Tales of the Unexpected" by
RoaldDahl has been the inspiration to the following. Reading "
The Power of PULL" for the last couple of days, it makes me go back in time to some emotions connected with my past work experience. Back in 1998 I started my first job. I was so to say invited to join an international team to build -which was back then the first privately operated and publicly financed- rail-road-intermodal terminal,
KTL Kombiterminal Ludwigshafen. I had to do a lot with IT, was the guy in charge to make the operation system for handling the trains get ready and in place.
After we had the terminal in operation a new challenge was awaiting: getting a almost slowed to a standstill tracking & tracing program,
CESAR, to make it from the funding stage into the customer paid stage. Early in the beginning the data was not always as 100% sober and so customers complained.
Seeing the potential of that program (also in monitoring the data flowing between the operators and different customers) I just couldn't give up. I found a handful of dedicated supporters in some customer service departments of forwarding agents with whom to check data and find correct ways. Every error that occurred in the system worked as a small prototype to improve. Either it was the program itself that produced the error or some new procedures that had not yet "mirrored" into the program lines.

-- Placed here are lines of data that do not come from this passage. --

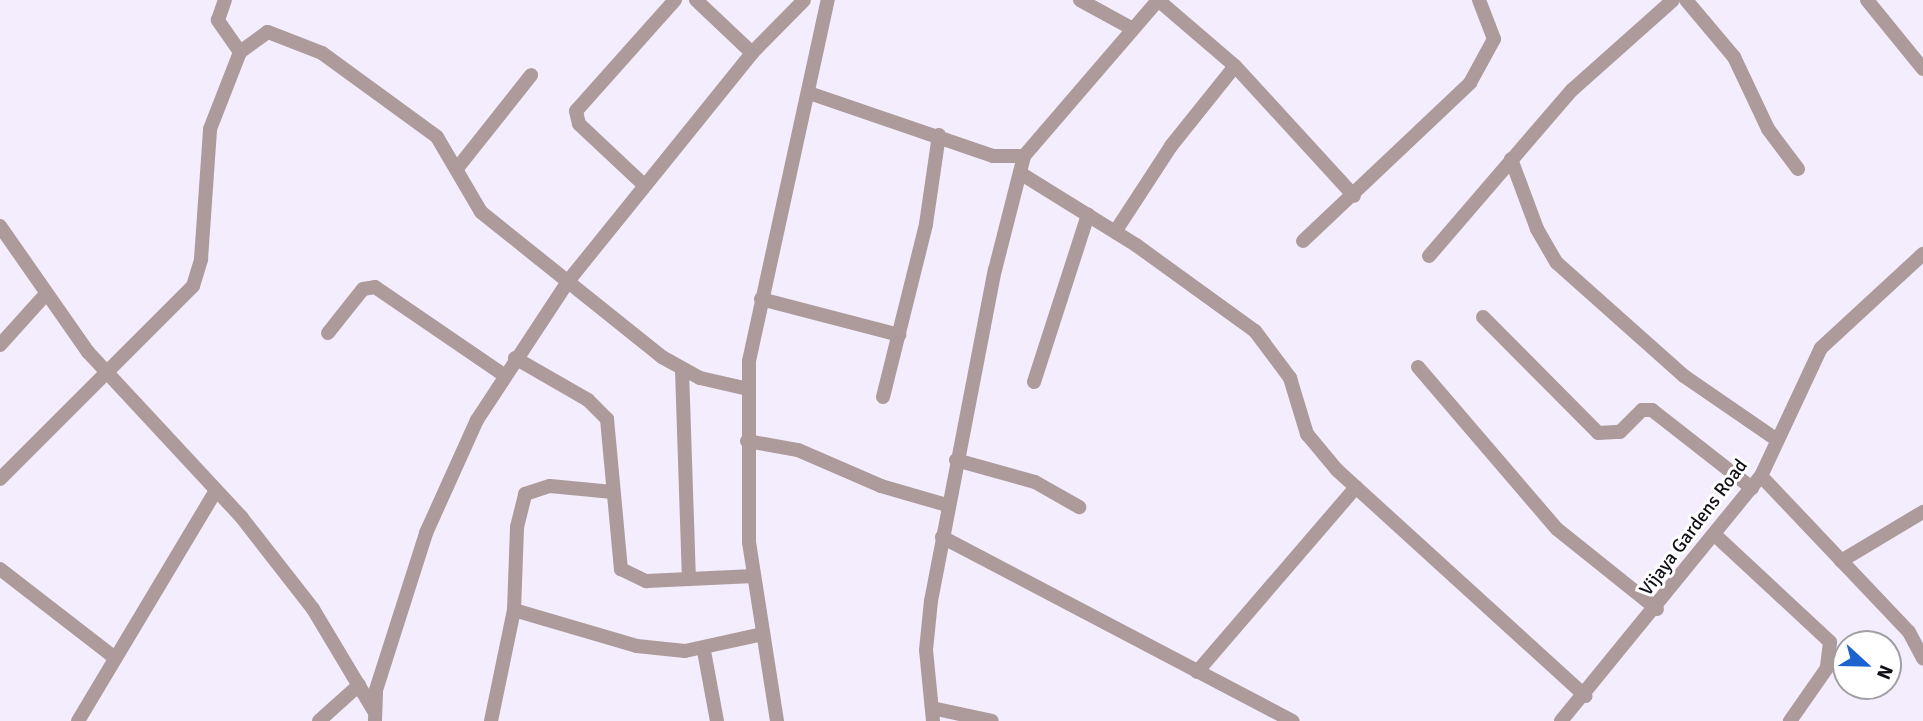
<!DOCTYPE html>
<style>
body{margin:0}
#map{position:relative;width:1923px;height:721px;overflow:hidden;background:#f3edfe;font-family:Signika,sans-serif}
div>[style]{position:absolute}
.street>*{height:14px;margin:-7px;padding:0 7px;transform-origin:7px;border-radius:7px;background:#ad9a9a}
span{translate:-50% -50%;white-space:nowrap;text-align:center;line-height:1.15;-webkit-text-stroke:6px #fff;paint-order:stroke}
.street-label{font-size:19px;color:#121017}
.north{position:absolute;left:1832px;top:630px;width:70px;height:70px;box-sizing:border-box;background:#fff;border:2px solid #a09fa2;border-radius:50%;rotate:112deg;font-size:19px;font-weight:700;line-height:28px;text-align:center;color:#121017}
.north::after{content:'';display:block;margin:auto;width:24px;height:32px;background:#1b63ce;clip-path:polygon(50% 0,100% 100%,50% 72%,0 100%)}
</style>
<div id="map">
<div class="street">
<div style="left:696px;top:0;width:77px;rotate:43.4deg"></div>
<div style="left:1080px;top:0;width:58px;rotate:28.8deg"></div>
<div style="left:1158px;top:0;width:101px;rotate:40.6deg"></div>
<div style="left:1235px;top:66px;width:176px;rotate:47.5deg"></div>
<div style="left:1686px;top:0;width:75px;rotate:49.9deg"></div>
<div style="left:1734px;top:57px;width:80px;rotate:64.7deg"></div>
<div style="left:1768px;top:129px;width:50px;rotate:53.1deg"></div>
<div style="left:1867px;top:0;width:89px;rotate:50.9deg"></div>
<div style="left:240px;top:52px;width:34px;rotate:-36deg"></div>
<div style="left:268px;top:32px;width:58px;rotate:21.3deg"></div>
<div style="left:322px;top:53px;width:142px;rotate:36.1deg"></div>
<div style="left:437px;top:137px;width:87px;rotate:59.6deg"></div>
<div style="left:481px;top:212px;width:232px;rotate:38.7deg"></div>
<div style="left:662px;top:357px;width:43px;rotate:28.9deg"></div>
<div style="left:700px;top:378px;width:49px;rotate:12.9deg"></div>
<div style="left:812px;top:94px;width:191px;rotate:18.9deg"></div>
<div style="left:993px;top:156px;width:31px"></div>
<div style="left:1024px;top:156px;width:206px;rotate:-49.3deg"></div>
<div style="left:1511px;top:159px;width:75px;rotate:69.6deg"></div>
<div style="left:1537px;top:229px;width:39px;rotate:60deg"></div>
<div style="left:1557px;top:263px;width:170px;rotate:41.7deg"></div>
<div style="left:1684px;top:376px;width:113px;rotate:34.5deg"></div>
<div style="left:459px;top:166px;width:116px;rotate:-51.6deg"></div>
<div style="left:1020px;top:173px;width:137px;rotate:31.8deg"></div>
<div style="left:1136px;top:245px;width:147px;rotate:35.9deg"></div>
<div style="left:1255px;top:331px;width:59px;rotate:53.3deg"></div>
<div style="left:1290px;top:378px;width:59px;rotate:73.1deg"></div>
<div style="left:1307px;top:434px;width:47px;rotate:50.2deg"></div>
<div style="left:1337px;top:470px;width:336px;rotate:42.3deg"></div>
<div style="left:644px;top:185px;width:89px;rotate:-136.8deg"></div>
<div style="left:579px;top:124px;width:13px;rotate:-103deg"></div>
<div style="left:576px;top:111px;width:149px;rotate:-48.3deg"></div>
<div style="left:0;top:226px;width:154px;rotate:55.1deg"></div>
<div style="left:88px;top:352px;width:226px;rotate:47.1deg"></div>
<div style="left:242px;top:518px;width:115px;rotate:52deg"></div>
<div style="left:313px;top:609px;width:119px;rotate:59.1deg"></div>
<div style="left:1115px;top:232px;width:103px;rotate:-56.9deg"></div>
<div style="left:1171px;top:146px;width:102px;rotate:-51.3deg"></div>
<div style="left:1303px;top:241px;width:230px;rotate:-43.4deg"></div>
<div style="left:1470px;top:83px;width:50px;rotate:-61.4deg"></div>
<div style="left:1494px;top:39px;width:42px;rotate:-111deg"></div>
<div style="left:1429px;top:256px;width:219px;rotate:-49.3deg"></div>
<div style="left:1572px;top:90px;width:135px;rotate:-41.7deg"></div>
<div style="left:761px;top:299px;width:143px;rotate:14.6deg"></div>
<div style="left:1483px;top:317px;width:163px;rotate:45.2deg"></div>
<div style="left:1598px;top:433px;width:22px;rotate:-3deg"></div>
<div style="left:1620px;top:432px;width:31px;rotate:-45deg"></div>
<div style="left:1642px;top:410px;width:10px"></div>
<div style="left:1652px;top:410px;width:127px;rotate:38deg"></div>
<div style="left:328px;top:333px;width:56px;rotate:-51.5deg"></div>
<div style="left:363px;top:289px;width:12px;rotate:-9deg"></div>
<div style="left:375px;top:287px;width:156px;rotate:34.3deg"></div>
<div style="left:0;top:345px;width:67px;rotate:-48deg"></div>
<div style="left:515px;top:358px;width:84px;rotate:29.9deg"></div>
<div style="left:588px;top:400px;width:27px;rotate:45deg"></div>
<div style="left:607px;top:419px;width:151px;rotate:84.7deg"></div>
<div style="left:621px;top:569px;width:28px;rotate:26deg"></div>
<div style="left:646px;top:581px;width:108px;rotate:-2.7deg"></div>
<div style="left:1418px;top:367px;width:213px;rotate:49.4deg"></div>
<div style="left:1557px;top:529px;width:128px;rotate:38.7deg"></div>
<div style="left:682px;top:370px;width:209px;rotate:88.1deg"></div>
<div style="left:1034px;top:382px;width:176px;rotate:-72.1deg"></div>
<div style="left:883px;top:397px;width:178px;rotate:-76deg"></div>
<div style="left:926px;top:224px;width:90px;rotate:-81.7deg"></div>
<div style="left:747px;top:441px;width:52px;rotate:10deg"></div>
<div style="left:798px;top:450px;width:90px;rotate:23.4deg"></div>
<div style="left:881px;top:486px;width:69px;rotate:16.1deg"></div>
<div style="left:956px;top:460px;width:82px;rotate:15.6deg"></div>
<div style="left:1035px;top:482px;width:51px;rotate:29.6deg"></div>
<div style="left:1761px;top:476px;width:215px;rotate:46.5deg"></div>
<div style="left:1909px;top:632px;width:30px;rotate:62deg"></div>
<div style="left:0;top:479px;width:273px;rotate:-45deg"></div>
<div style="left:193px;top:286px;width:28px;rotate:-73deg"></div>
<div style="left:201px;top:259px;width:130px;rotate:-86deg"></div>
<div style="left:210px;top:129px;width:83px;rotate:-68.7deg"></div>
<div style="left:240px;top:52px;width:39px;rotate:-125deg"></div>
<div style="left:218px;top:20px;width:21px;rotate:-71deg"></div>
<div style="left:1715px;top:535px;width:157px;rotate:42.9deg"></div>
<div style="left:1830px;top:642px;width:26px;rotate:97deg"></div>
<div style="left:1827px;top:668px;width:65px;rotate:124.9deg"></div>
<div style="left:942px;top:537px;width:396px;rotate:27.7deg"></div>
<div style="left:1841px;top:561px;width:96px;rotate:-30.9deg"></div>
<div style="left:0;top:569px;width:145px;rotate:37.7deg"></div>
<div style="left:514px;top:610px;width:128px;rotate:16.3deg"></div>
<div style="left:637px;top:646px;width:48px;rotate:5.9deg"></div>
<div style="left:685px;top:651px;width:80px;rotate:-12.3deg"></div>
<div style="left:704px;top:651px;width:71px;rotate:79.5deg"></div>
<div style="left:1197px;top:672px;width:244px;rotate:-49.3deg"></div>
<div style="left:932px;top:708px;width:61px;rotate:12.2deg"></div>
<div style="left:78px;top:721px;width:267px;rotate:-59.1deg"></div>
<div style="left:319px;top:721px;width:54px;rotate:-42deg"></div>
<div style="left:375px;top:721px;width:31px;rotate:-88deg"></div>
<div style="left:376px;top:690px;width:165px;rotate:-72.3deg"></div>
<div style="left:426px;top:533px;width:124px;rotate:-65.7deg"></div>
<div style="left:477px;top:420px;width:168px;rotate:-56.7deg"></div>
<div style="left:569px;top:280px;width:292px;rotate:-51.1deg"></div>
<div style="left:752px;top:53px;width:74px;rotate:-45.5deg"></div>
<div style="left:491px;top:721px;width:113px;rotate:-78.3deg"></div>
<div style="left:514px;top:610px;width:83px;rotate:-87.9deg"></div>
<div style="left:517px;top:527px;width:34px;rotate:-76deg"></div>
<div style="left:525px;top:494px;width:26px;rotate:-18deg"></div>
<div style="left:550px;top:486px;width:63px;rotate:5.4deg"></div>
<div style="left:777px;top:721px;width:181px;rotate:-98.9deg"></div>
<div style="left:749px;top:542px;width:181px;rotate:-90deg"></div>
<div style="left:749px;top:361px;width:370px;rotate:-77.7deg"></div>
<div style="left:933px;top:721px;width:71px;rotate:-95.6deg"></div>
<div style="left:926px;top:650px;width:49px;rotate:-84.2deg"></div>
<div style="left:931px;top:601px;width:337px;rotate:-79.1deg"></div>
<div style="left:995px;top:270px;width:118px;rotate:-75.7deg"></div>
<div style="left:1561px;top:721px;width:316px;rotate:-50.8deg"></div>
<div style="left:1761px;top:476px;width:141px;rotate:-64.9deg"></div>
<div style="left:1821px;top:348px;width:139px;rotate:-42.7deg"></div>
</div>
<div class="street-label">
<span style="left:1694px;top:528px;rotate:-53deg">Vijaya Gardens Road</span>
</div>
<div class="north">N</div>
</div>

We hadn't much to loose: not getting the program forward to broad use by customer was not an option! Every small improvement (KAIZEN) was leading us to the goal to providing outstanding customer service with online real-time information service on container movements across the train networks of Europe.
So errors were "allowed" in order to make the program a success!
Almost 10 years into the program now 460 customers are using frequently the service, 55.000 daily requests in 2009 (which represents a 30% increase compared to the year before).
Thinking back to the early times in 2001 (I only had run the quality management for CESAR and "bring it into the world" for six months (!)) I remember the key success factors very well:
- acting on the periphery of the day-to-day operation
- having on single goal in mind (get the program running on its own)
- internationally diverse project team
- direct personal contact with the programmers
- open-minded customers willing to get on the service first and commit to it with own ideas
- (last but least) no interfering higher management, meaning no fixed plan and so enabling the serendipity that was necessary to find new ways through interactions with other people on the periphery and outside the system
When has the serendipity in your work field occurred? What has driven it?